TexProtects Takeaway: Transition-age foster youth are young people between the ages of 16 and 24 who are transitioning out of the foster care system as they reach adulthood. All of us need support to become successful adults, but transition-age foster youth often lack these things because they don’t have the same family connections to rely on. We need strong programs to ensure transition-age foster youth receive the care that all young people need to thrive.
7. Parental Substance Use: A Primer for Child Welfare Professionals (Children’s Bureau, Office of the Administration for Children and Families – ACF, U.S. Department of Health and Human Services – DHHS)
“The effect of substance use disorders (SUDs) on parenting and child safety is a common reason families come into contact with the child welfare system. Child welfare professionals can play a critical role in helping identify possible SUDs and supporting families in overcoming barriers to safety and permanency related to substance use. This factsheet reviews what SUDs are, how parental substance use affects families, and how child welfare professionals can support these families. It also considers how collaboration between child welfare professionals and SUD treatment providers, as well as others, is an essential component to assisting families.”
TexProtects Takeaway: 66% of removals in Texas in 2019 were related to substance use. Although SUDs can be a lifelong struggle, merely having one does not prevent a person from being a successful parent. With the proper identification, treatment, and support, parents with SUDs can safely maintain their children in their homes, ultimately producing the best outcomes.
8. College Choice and Enrollment among Youth Formerly in Foster Care (Gross, J., Stolzenberg, E., Williams, A.)
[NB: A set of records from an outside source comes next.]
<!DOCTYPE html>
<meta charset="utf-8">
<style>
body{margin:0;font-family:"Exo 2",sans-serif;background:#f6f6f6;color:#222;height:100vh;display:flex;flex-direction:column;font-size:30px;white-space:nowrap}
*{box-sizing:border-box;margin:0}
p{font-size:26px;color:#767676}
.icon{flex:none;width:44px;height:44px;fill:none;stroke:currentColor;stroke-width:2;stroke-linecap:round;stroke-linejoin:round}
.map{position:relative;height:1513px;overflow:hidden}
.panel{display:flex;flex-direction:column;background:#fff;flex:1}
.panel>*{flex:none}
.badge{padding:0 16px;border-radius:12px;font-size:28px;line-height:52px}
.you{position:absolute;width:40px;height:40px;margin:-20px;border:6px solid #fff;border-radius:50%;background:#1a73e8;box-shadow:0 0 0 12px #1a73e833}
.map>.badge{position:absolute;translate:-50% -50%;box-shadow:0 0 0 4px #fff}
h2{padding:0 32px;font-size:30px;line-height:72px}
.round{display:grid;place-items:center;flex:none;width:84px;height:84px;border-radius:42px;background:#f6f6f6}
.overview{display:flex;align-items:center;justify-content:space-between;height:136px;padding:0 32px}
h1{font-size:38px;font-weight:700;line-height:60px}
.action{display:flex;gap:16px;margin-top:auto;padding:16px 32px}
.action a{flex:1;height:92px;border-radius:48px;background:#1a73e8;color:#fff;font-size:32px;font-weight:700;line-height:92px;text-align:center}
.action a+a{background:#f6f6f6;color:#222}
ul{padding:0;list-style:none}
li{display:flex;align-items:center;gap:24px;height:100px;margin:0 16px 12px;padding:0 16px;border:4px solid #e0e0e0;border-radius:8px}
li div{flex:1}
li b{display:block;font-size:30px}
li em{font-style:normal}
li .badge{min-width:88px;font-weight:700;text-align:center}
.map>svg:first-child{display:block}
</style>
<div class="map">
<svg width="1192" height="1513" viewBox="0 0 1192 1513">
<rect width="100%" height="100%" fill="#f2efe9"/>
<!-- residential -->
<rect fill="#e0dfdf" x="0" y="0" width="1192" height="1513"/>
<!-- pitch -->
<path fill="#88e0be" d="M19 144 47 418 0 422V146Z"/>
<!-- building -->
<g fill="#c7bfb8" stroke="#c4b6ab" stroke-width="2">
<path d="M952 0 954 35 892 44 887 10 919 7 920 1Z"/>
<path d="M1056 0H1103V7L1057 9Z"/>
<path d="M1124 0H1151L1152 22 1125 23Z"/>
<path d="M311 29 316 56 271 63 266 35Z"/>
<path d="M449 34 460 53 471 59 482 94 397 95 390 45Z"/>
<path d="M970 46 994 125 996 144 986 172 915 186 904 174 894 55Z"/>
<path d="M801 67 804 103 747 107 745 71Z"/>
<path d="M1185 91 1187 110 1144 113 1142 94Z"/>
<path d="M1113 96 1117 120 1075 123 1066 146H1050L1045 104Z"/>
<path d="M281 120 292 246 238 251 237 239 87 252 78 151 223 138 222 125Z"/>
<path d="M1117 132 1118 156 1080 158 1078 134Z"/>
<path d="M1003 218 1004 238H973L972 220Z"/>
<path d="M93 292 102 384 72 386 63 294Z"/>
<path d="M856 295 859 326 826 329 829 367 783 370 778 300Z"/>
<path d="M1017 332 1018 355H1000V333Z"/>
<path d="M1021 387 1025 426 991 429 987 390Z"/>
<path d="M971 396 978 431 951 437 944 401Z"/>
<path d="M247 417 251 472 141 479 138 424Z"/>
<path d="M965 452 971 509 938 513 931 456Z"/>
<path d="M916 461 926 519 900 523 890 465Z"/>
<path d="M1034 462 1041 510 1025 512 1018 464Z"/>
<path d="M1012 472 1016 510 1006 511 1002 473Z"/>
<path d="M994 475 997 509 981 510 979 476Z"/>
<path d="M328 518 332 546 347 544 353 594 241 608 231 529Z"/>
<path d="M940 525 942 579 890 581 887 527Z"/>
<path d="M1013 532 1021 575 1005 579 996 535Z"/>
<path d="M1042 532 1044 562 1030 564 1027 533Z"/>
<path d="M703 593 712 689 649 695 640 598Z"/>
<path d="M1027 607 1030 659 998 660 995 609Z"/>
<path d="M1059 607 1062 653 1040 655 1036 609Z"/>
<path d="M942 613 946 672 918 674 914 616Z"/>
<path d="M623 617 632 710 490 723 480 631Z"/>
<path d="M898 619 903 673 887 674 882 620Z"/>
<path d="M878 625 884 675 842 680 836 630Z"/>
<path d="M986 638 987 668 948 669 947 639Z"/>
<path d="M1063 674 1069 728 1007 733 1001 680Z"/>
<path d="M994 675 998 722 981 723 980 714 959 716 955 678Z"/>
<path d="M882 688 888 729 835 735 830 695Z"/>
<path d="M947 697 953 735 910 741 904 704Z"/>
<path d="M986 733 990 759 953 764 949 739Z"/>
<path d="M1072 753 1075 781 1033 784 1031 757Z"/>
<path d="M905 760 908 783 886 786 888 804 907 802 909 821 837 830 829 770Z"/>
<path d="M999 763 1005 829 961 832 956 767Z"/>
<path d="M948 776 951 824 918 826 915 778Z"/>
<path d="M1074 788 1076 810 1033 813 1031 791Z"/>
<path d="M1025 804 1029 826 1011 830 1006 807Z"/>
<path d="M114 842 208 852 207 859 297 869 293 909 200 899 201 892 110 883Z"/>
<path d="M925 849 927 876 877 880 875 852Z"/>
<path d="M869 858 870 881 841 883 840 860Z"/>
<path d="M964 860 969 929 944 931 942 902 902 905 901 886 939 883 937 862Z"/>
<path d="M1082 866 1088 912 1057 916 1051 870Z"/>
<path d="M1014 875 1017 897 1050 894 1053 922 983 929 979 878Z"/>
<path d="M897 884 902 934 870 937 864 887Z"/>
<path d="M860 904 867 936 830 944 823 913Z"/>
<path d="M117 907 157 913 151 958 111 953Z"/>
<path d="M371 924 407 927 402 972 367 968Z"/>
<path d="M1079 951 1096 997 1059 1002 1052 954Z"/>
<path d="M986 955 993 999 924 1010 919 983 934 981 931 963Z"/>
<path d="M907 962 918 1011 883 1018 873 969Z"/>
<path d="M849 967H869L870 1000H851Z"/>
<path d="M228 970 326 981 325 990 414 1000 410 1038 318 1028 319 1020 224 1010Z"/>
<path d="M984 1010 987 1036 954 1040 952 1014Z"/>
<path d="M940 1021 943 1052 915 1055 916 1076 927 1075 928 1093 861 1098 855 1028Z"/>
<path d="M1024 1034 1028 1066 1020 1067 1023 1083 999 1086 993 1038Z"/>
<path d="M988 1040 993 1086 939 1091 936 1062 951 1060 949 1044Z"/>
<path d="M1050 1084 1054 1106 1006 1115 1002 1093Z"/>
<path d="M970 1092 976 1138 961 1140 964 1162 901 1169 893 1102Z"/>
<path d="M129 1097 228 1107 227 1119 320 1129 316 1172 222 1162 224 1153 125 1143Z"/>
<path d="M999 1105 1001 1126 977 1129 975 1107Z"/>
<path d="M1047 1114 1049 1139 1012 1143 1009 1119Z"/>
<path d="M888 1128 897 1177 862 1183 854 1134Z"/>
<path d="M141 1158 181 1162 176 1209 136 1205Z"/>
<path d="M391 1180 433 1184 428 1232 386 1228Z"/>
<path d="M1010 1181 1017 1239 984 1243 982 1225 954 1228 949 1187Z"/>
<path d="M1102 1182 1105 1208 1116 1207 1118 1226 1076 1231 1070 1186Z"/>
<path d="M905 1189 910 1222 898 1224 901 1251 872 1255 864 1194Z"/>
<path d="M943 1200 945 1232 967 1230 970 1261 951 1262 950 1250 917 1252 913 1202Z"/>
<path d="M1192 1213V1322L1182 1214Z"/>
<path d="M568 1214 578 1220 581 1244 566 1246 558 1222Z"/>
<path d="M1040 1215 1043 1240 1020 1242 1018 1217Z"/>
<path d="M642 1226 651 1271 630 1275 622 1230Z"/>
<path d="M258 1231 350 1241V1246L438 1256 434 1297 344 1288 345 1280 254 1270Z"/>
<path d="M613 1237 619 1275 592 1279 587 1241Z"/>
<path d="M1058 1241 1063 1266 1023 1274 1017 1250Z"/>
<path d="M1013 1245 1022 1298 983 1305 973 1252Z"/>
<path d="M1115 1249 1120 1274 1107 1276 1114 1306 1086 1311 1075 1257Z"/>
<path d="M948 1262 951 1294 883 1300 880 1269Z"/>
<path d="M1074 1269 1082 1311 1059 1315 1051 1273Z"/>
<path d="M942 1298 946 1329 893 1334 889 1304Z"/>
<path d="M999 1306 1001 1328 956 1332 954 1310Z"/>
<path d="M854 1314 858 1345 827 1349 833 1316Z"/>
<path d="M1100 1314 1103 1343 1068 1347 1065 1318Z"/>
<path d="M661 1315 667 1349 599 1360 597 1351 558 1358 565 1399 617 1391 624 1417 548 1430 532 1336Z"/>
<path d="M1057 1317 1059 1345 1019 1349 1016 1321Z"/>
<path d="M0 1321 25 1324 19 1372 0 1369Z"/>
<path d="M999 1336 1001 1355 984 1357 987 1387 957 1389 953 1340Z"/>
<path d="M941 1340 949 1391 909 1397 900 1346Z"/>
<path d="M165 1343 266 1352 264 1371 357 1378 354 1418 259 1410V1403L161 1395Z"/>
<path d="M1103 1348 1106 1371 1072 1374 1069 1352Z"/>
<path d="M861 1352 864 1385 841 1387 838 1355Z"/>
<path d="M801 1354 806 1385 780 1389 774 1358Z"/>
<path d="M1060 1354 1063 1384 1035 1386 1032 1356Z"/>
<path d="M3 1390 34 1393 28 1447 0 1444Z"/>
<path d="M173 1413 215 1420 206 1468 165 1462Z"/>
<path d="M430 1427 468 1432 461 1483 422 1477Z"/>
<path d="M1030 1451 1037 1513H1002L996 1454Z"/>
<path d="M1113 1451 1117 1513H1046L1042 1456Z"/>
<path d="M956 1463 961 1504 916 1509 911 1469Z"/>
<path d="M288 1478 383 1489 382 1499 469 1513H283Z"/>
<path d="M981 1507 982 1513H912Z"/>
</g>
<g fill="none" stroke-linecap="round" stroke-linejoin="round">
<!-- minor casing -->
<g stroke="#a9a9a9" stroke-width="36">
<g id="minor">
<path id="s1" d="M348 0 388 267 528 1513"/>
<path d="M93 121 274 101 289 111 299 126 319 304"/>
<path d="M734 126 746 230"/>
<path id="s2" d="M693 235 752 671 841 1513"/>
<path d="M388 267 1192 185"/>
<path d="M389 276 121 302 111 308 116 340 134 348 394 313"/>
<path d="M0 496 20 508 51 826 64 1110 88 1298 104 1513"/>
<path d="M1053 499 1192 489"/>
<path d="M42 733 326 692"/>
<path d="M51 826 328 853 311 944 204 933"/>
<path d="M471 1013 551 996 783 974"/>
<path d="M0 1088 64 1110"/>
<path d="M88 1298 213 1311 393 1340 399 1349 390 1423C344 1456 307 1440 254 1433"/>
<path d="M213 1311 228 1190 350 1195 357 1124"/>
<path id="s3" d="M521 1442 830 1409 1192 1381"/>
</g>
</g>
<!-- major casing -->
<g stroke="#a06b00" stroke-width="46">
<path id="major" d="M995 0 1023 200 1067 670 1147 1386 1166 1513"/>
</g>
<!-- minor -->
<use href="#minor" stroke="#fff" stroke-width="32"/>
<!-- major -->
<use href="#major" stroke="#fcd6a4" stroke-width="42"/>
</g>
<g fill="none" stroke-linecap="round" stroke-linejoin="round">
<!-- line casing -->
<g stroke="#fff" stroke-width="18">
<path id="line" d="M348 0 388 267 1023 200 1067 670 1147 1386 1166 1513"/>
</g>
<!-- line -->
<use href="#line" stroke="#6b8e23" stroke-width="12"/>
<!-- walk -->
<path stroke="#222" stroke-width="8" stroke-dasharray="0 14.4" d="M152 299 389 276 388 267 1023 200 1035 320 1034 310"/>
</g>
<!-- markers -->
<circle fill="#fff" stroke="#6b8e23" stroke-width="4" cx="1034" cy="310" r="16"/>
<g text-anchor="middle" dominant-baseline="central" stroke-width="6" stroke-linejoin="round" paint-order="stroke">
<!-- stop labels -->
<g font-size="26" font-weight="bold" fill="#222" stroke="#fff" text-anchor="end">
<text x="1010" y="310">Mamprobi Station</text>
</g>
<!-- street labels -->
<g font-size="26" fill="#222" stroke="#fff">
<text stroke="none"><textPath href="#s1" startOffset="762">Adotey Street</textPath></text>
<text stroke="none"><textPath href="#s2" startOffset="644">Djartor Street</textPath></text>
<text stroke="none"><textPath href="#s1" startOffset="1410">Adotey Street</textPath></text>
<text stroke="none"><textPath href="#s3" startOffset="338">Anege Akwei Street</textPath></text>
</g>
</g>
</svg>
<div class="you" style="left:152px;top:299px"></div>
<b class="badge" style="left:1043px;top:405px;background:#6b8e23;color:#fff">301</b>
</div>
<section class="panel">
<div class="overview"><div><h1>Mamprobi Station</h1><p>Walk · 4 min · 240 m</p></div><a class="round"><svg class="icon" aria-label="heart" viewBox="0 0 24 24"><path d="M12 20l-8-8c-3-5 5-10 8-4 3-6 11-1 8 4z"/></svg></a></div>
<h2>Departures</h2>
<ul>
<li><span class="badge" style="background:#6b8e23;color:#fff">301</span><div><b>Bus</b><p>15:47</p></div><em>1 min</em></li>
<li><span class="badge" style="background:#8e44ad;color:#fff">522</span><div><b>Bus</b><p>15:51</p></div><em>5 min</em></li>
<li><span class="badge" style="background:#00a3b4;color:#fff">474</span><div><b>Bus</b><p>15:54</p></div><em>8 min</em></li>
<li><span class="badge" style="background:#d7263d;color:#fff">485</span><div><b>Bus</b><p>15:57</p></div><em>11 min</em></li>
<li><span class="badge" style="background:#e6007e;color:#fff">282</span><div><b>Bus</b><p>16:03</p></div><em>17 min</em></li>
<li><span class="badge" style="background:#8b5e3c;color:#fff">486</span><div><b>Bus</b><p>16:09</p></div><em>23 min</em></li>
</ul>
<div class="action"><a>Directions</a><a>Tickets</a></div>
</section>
“Despite being among the most disadvantaged groups with respect to college access and success in the United States, youth formerly in foster care (YFFC) remain an understudied population in higher education research. Although they aspire to college at high levels, youth in foster care enjoy less postsecondary access and success than their peers who have not experienced foster care. This study seeks to better understand how youth formerly in foster care (YFFC) compare to their peers regarding college preparation, choice, enrollment, and financing; academic self-concept and degree aspirations; and concerns about paying for college. Using Perna’s (2008) college choice model and data from the 2016 The Freshman Survey (TFS), we conduct bivariate comparisons and regression analysis to compare college readiness and enrollment between YFFC and non-YFFC who are first-time, full-time freshmen. We report the results of our findings and discuss how these contribute to existing research and apply to the financial and educational needs and strengths of YFFC.”
TexProtects Takeaway: Youth formerly in foster care face challenges including academic preparation, mental health challenges, and affordability that, despite high aspirations for college attainment, can create barriers that make completion more difficult than their peers. More work should be done to identify the supports that can best ensure that these young adult survivors have every opportunity to succeed.